- **Work order**
Below are some records. Copy every line in them that holds "Набір".

- **Data for this exercise**
####

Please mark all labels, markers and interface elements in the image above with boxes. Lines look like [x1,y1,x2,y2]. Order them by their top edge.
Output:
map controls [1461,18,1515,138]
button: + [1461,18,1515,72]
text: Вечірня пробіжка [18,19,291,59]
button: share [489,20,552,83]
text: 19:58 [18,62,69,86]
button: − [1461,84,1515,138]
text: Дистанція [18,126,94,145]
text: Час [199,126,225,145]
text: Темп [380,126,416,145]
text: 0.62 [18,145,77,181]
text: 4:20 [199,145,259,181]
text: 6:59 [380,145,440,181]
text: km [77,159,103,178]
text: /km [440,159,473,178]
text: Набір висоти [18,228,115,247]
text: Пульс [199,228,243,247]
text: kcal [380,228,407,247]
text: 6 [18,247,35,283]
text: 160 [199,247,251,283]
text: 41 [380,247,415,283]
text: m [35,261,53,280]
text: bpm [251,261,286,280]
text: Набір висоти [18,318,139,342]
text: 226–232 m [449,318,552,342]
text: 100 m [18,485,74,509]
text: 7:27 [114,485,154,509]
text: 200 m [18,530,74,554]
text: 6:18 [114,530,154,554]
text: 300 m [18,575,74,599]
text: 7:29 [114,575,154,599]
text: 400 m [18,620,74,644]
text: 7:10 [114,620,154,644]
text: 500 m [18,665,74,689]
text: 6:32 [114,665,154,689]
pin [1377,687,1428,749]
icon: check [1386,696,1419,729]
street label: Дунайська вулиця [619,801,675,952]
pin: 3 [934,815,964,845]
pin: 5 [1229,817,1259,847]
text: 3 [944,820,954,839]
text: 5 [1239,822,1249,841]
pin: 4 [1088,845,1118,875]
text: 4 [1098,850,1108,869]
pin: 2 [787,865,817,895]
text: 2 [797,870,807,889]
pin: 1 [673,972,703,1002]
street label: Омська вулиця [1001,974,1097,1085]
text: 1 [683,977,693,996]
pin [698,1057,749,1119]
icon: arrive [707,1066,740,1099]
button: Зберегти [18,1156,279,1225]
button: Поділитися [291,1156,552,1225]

####

- **Result for this task**
text: Набір висоти [18,228,115,247]
text: Набір висоти [18,318,139,342]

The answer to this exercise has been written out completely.